> **Exercise directions**
Look for the string "transform" in the material below. Copy every line where you find it.

> **Available data**
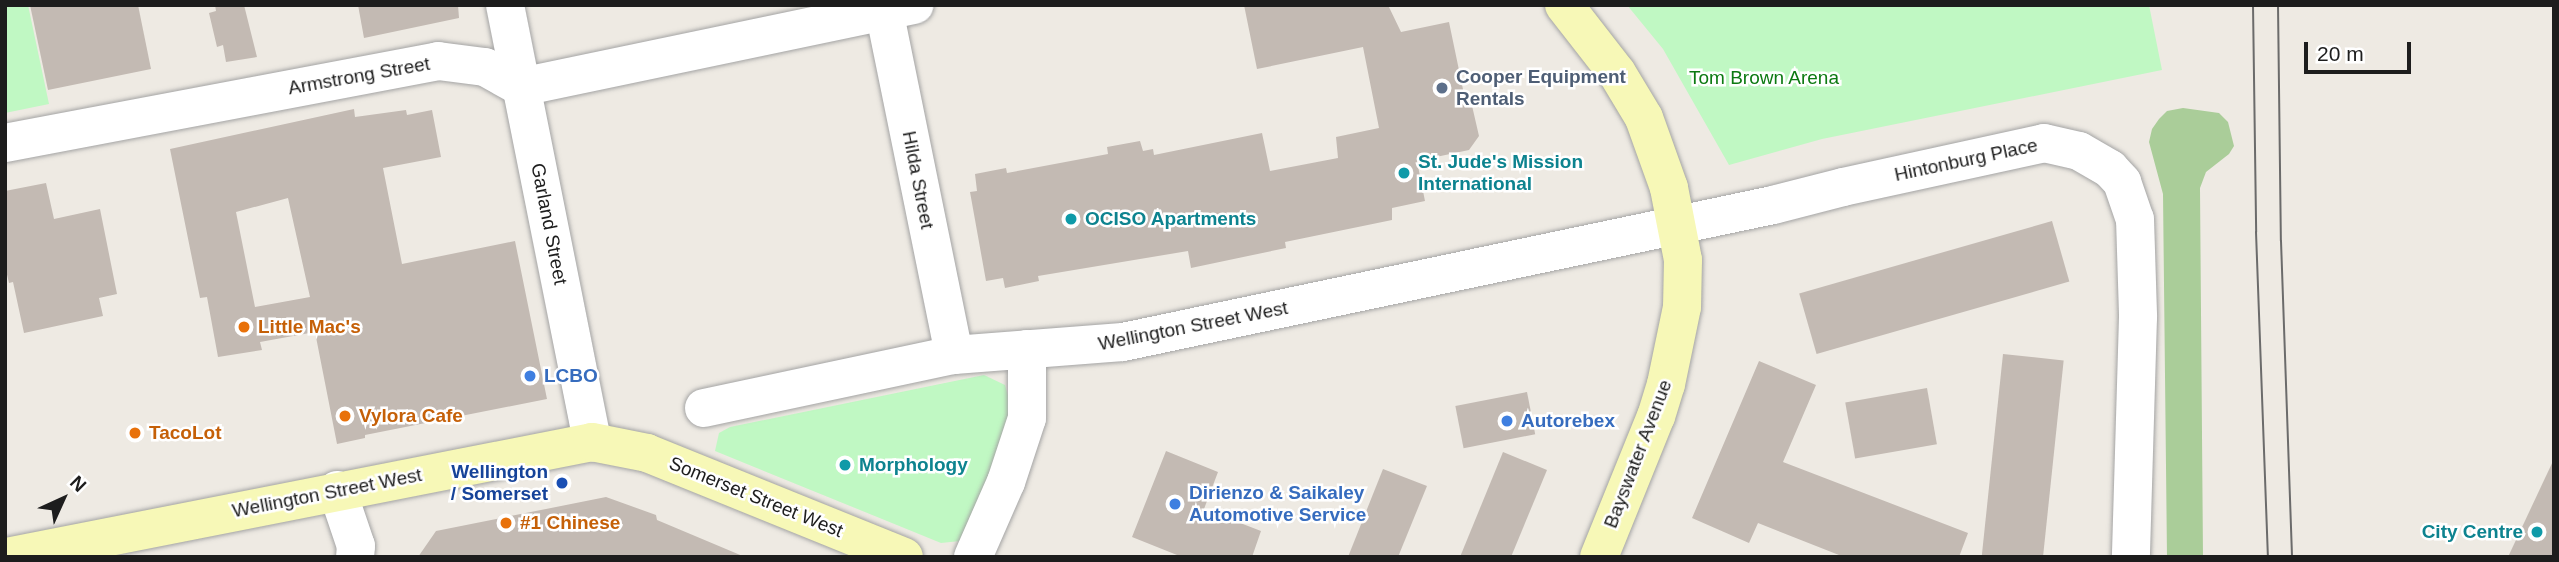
<!DOCTYPE html>
<html>
<head>
<meta charset="utf-8">
<style>
	body { margin:0 }
	#map { position:relative; width:2559px; height:562px; overflow:hidden; background:#eeeae3; font-family:Arial,sans-serif }
	div>[style] { position:absolute }
	[style*='--x'] { left:calc(var(--x)*1px); top:calc(var(--y)*1px); width:calc(var(--w)*1px); rotate:calc(var(--a)*1deg) }
	.forest>* { inset:0; background:#aacd99 }
	.park>* { inset:0; background:#c0f8c3 }
	.building>* { inset:0; background:#c3bab3; transform-origin:0 0 }
	.roads { filter:drop-shadow(0 0 2px #a4a4a4) drop-shadow(0 0 2px #a4a4a4) }
	.street>* { height:38px; margin:-19px; padding:0 19px; transform-origin:19px; border-radius:19px; background:#fff }
	.secondary>* { height:38px; margin:-19px; padding:0 19px; transform-origin:19px; border-radius:19px; background:#f7f8b7 }
	.tram>* { height:2px; margin:-1px; padding:0 1px; transform-origin:1px; border-radius:1px; background:#6b6b6b }
	.dots>* { width:19px; height:19px; translate:-50% -50%; box-sizing:border-box; border:4px solid #fff; border-radius:50% }
	span { translate:-50% -50%; white-space:nowrap; text-align:center; line-height:1.15; -webkit-text-stroke:5px #fff; paint-order:stroke }
	.street-label { font-size:19px; color:#1d1d1d }
	.service-label { font-size:19px; color:#4e5e75; font-weight:700 }
	.left { translate:0 -50%; text-align:left }
	.park-label { font-size:19px; color:#0d7a12 }
	.culture-label { font-size:19px; color:#0d838f; font-weight:700 }
	.right { translate:-100% -50%; text-align:right }
	.food-label { font-size:19px; color:#c56008; font-weight:700 }
	.shop-label { font-size:19px; color:#366cbe; font-weight:700 }
	.transit-label { font-size:19px; color:#164399; font-weight:700 }
	.frame { position:absolute; inset:0; border:7px solid #1d1d1d; pointer-events:none }
	.north { position:absolute; left:28px; top:464px; width:70px; height:70px; -webkit-text-stroke:5px #fff; paint-order:stroke; rotate:45deg; font-size:19px; font-weight:700; line-height:28px; text-align:center; color:#1d1d1d }
	.north::after { content:''; display:block; margin:auto; width:24px; height:32px; background:#1d1d1d; clip-path:polygon(50% 0,100% 100%,50% 72%,0 100%) }
	.scale { position:absolute; left:2304px; top:42px; width:107px; height:32px; box-sizing:border-box; border:4px solid #1d1d1d; border-top:0; padding-left:9px; font-size:21px; line-height:24px; white-space:nowrap; color:#1d1d1d; -webkit-text-stroke:5px #fff; paint-order:stroke }
</style>
</head>
<body>
<div id="map">
	<div class="forest">
		<div style="clip-path:polygon(2183px 108px,2219px 113px,2228px 122px,2234px 146px,2229px 154px,2206px 172px,2200px 188px,2203px 557px,2167px 557px,2163px 194px,2149px 142px,2152px 129px,2159px 119px,2167px 111px)"></div>
	</div>
	<div class="park">
		<div style="clip-path:polygon(5px 5px,28px 5px,49px 104px,5px 113px)"></div>
		<div style="clip-path:polygon(1627px 5px,2149px 5px,2162px 70px,1822px 139px,1729px 165px,1663px 49px)"></div>
		<div style="clip-path:polygon(984px 375px,1005px 385px,1011px 406px,973px 528px,960px 541px,941px 543px,715px 451px,719px 433px,730px 427px)"></div>
	</div>
	<div class="building">
		<div style="clip-path:polygon(30px 5px,138px 5px,151px 69px,48px 90px)"></div>
		<div style="clip-path:polygon(215px 5px,244px 5px,257px 57px,226px 62px,223px 45px,217px 47px,209px 13px,216px 11px)"></div>
		<div style="clip-path:polygon(358px 5px,458px 5px,459px 18px,364px 38px)"></div>
		<div style="clip-path:polygon(1244px 5px,1388px 5px,1401px 32px,1449px 22px,1465px 99px,1470px 97px,1479px 136px,1469px 150px,1417px 161px,1425px 201px,1392px 208px,1392px 220px,1285px 242px,1286px 248px,1191px 268px,1188px 251px,1038px 276px,1039px 281px,1005px 288px,1003px 278px,986px 281px,970px 192px,977px 191px,975px 174px,1006px 168px,1007px 173px,1108px 154px,1107px 147px,1140px 141px,1143px 151px,1153px 149px,1154px 155px,1262px 133px,1270px 171px,1338px 158px,1336px 137px,1379px 128px,1363px 47px,1257px 69px)"></div>
		<div style="clip-path:polygon(evenodd,354px 109px,355px 117px,406px 110px,407px 115px,432px 110px,441px 157px,383px 168px,402px 264px,515px 241px,547px 399px,365px 435px,365px 438px,337px 444px,315px 332px,260px 342px,262px 350px,218px 357px,207px 297px,200px 298px,170px 149px,354px 109px,288px 198px,310px 297px,255px 307px,236px 212px,288px 198px)"></div>
		<div style="clip-path:polygon(46px 183px,54px 219px,100px 209px,117px 294px,99px 298px,103px 316px,24px 333px,13px 282px,9px 283px,5px 266px,5px 191px)"></div>
		<div style="left:2052px;top:221px;width:63px;height:263px;rotate:74deg"></div>
		<div style="left:2003px;top:354px;width:61px;height:203px;rotate:6deg"></div>
		<div style="clip-path:polygon(1759px 361px,1816px 385px,1783px 462px,1968px 533px,1959px 557px,1844px 557px,1758px 523px,1749px 543px,1692px 518px)"></div>
		<div style="left:1927px;top:388px;width:57px;height:83px;rotate:80deg"></div>
		<div style="left:1527px;top:392px;width:43px;height:73px;rotate:79deg"></div>
		<div style="clip-path:polygon(1166px 451px,1218px 472px,1204px 509px,1261px 531px,1252px 557px,1182px 557px,1132px 537px)"></div>
		<div style="clip-path:polygon(1503px 452px,1547px 470px,1511px 557px,1460px 557px)"></div>
		<div style="clip-path:polygon(2554px 459px,2554px 557px,2508px 557px)"></div>
		<div style="clip-path:polygon(1383px 469px,1427px 486px,1398px 557px,1348px 557px)"></div>
		<div style="clip-path:polygon(606px 497px,656px 515px,657px 520px,745px 557px,418px 557px,436px 531px)"></div>
	</div>
	<div class="roads">
		<div class="street">
			<div style="--x:505;--y:5;--w:446;--a:78.7"></div>
			<div style="--x:883;--y:5;--w:357;--a:78.5"></div>
			<div style="--x:5;--y:143;--w:441;--a:-10.7"></div>
			<div style="--x:438;--y:61;--w:47;--a:7.3"></div>
			<div style="--x:485;--y:67;--w:41;--a:29.1"></div>
			<div style="--x:521;--y:87;--w:402;--a:-11.8"></div>
			<div style="--x:704;--y:408;--w:256;--a:-12"></div>
			<div style="--x:954;--y:355;--w:169;--a:-4.4"></div>
			<div style="--x:1123;--y:342;--w:664;--a:-11.9"></div>
			<div style="--x:1773;--y:205;--w:72;--a:-14.4"></div>
			<div style="--x:1843;--y:187;--w:206;--a:-12.3"></div>
			<div style="--x:2044;--y:143;--w:36;--a:13"></div>
			<div style="--x:2079;--y:151;--w:36;--a:30"></div>
			<div style="--x:2110;--y:169;--w:18;--a:47"></div>
			<div style="--x:2122;--y:182;--w:39;--a:71"></div>
			<div style="--x:2135;--y:219;--w:98;--a:88.2"></div>
			<div style="--x:2138;--y:317;--w:240;--a:91.7"></div>
			<div style="--x:337;--y:490;--w:59;--a:71.3"></div>
			<div style="--x:356;--y:546;--w:11;--a:95"></div>
			<div style="--x:973;--y:557;--w:82;--a:-66.3"></div>
			<div style="--x:1006;--y:482;--w:67;--a:-71.8"></div>
			<div style="--x:1027;--y:418;--w:69;--a:-90"></div>
		</div>
		<div class="secondary">
			<div style="--x:1564;--y:5;--w:86;--a:52.1"></div>
			<div style="--x:1617;--y:73;--w:52;--a:59"></div>
			<div style="--x:1644;--y:118;--w:74;--a:70.3"></div>
			<div style="--x:1669;--y:188;--w:73;--a:79"></div>
			<div style="--x:1683;--y:260;--w:47;--a:91.2"></div>
			<div style="--x:1682;--y:307;--w:79;--a:101.7"></div>
			<div style="--x:1666;--y:384;--w:34;--a:107"></div>
			<div style="--x:1656;--y:416;--w:152;--a:112"></div>
			<div style="--x:7;--y:557;--w:596;--a:-11.12"></div>
			<div style="--x:592;--y:442;--w:56;--a:11.3"></div>
			<div style="--x:647;--y:453;--w:277;--a:22"></div>
		</div>
	</div>
	<div class="tram">
		<div style="--x:2253;--y:5;--w:227;--a:89.2"></div>
		<div style="--x:2256;--y:232;--w:325;--a:87.9"></div>
		<div style="--x:2278;--y:5;--w:236;--a:89.3"></div>
		<div style="--x:2281;--y:241;--w:316;--a:88"></div>
	</div>
	<div class="dots">
		<div style="left:1442px;top:88px;background:#5c6f8a"></div>
		<div style="left:1404px;top:173px;background:#0f9aa8"></div>
		<div style="left:1071px;top:219px;background:#0f9aa8"></div>
		<div style="left:244px;top:327px;background:#e8710a"></div>
		<div style="left:530px;top:376px;background:#3f7fe0"></div>
		<div style="left:345px;top:416px;background:#e8710a"></div>
		<div style="left:1507px;top:421px;background:#3f7fe0"></div>
		<div style="left:135px;top:433px;background:#e8710a"></div>
		<div style="left:845px;top:465px;background:#0f9aa8"></div>
		<div style="left:562px;top:483px;background:#1a4fb4"></div>
		<div style="left:1175px;top:504px;background:#3f7fe0"></div>
		<div style="left:506px;top:523px;background:#e8710a"></div>
		<div style="left:2537px;top:532px;background:#0f9aa8"></div>
	</div>
	<div class="street-label">
		<span style="left:359px;top:76px;rotate:-10deg">Armstrong Street</span>
		<span style="left:1966px;top:160px;rotate:-12deg">Hintonburg Place</span>
		<span style="left:918px;top:180px;rotate:79deg">Hilda Street</span>
		<span style="left:549px;top:224px;rotate:79deg">Garland Street</span>
		<span style="left:1193px;top:326px;rotate:-11deg">Wellington Street West</span>
		<span style="left:1638px;top:454px;rotate:-69deg">Bayswater Avenue</span>
		<span style="left:327px;top:493px;rotate:-11deg">Wellington Street West</span>
		<span style="left:756px;top:497px;rotate:22deg">Somerset Street West</span>
	</div>
	<div class="service-label">
		<span class="left" style="left:1456px;top:88px">Cooper Equipment<br>Rentals</span>
	</div>
	<div class="park-label">
		<span style="left:1764px;top:78px">Tom Brown Arena</span>
	</div>
	<div class="culture-label">
		<span class="left" style="left:1418px;top:173px">St. Jude's Mission<br>International</span>
		<span class="left" style="left:1085px;top:219px">OCISO Apartments</span>
		<span class="left" style="left:859px;top:465px">Morphology</span>
		<span class="right" style="left:2523px;top:532px">City Centre</span>
	</div>
	<div class="food-label">
		<span class="left" style="left:258px;top:327px">Little Mac's</span>
		<span class="left" style="left:359px;top:416px">Vylora Cafe</span>
		<span class="left" style="left:149px;top:433px">TacoLot</span>
		<span class="left" style="left:520px;top:523px">#1 Chinese</span>
	</div>
	<div class="shop-label">
		<span class="left" style="left:544px;top:376px">LCBO</span>
		<span class="left" style="left:1521px;top:421px">Autorebex</span>
		<span class="left" style="left:1189px;top:504px">Dirienzo &amp; Saikaley<br>Automotive Service</span>
	</div>
	<div class="transit-label">
		<span class="right" style="left:548px;top:483px">Wellington<br>/ Somerset</span>
	</div>
	<div class="frame"></div>
	<div class="north">N</div>
	<div class="scale">20 m</div>
</div>
</body>
</html>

> **Completed exercise**
	.building>* { inset:0; background:#c3bab3; transform-origin:0 0 }
	.street>* { height:38px; margin:-19px; padding:0 19px; transform-origin:19px; border-radius:19px; background:#fff }
	.secondary>* { height:38px; margin:-19px; padding:0 19px; transform-origin:19px; border-radius:19px; background:#f7f8b7 }
	.tram>* { height:2px; margin:-1px; padding:0 1px; transform-origin:1px; border-radius:1px; background:#6b6b6b }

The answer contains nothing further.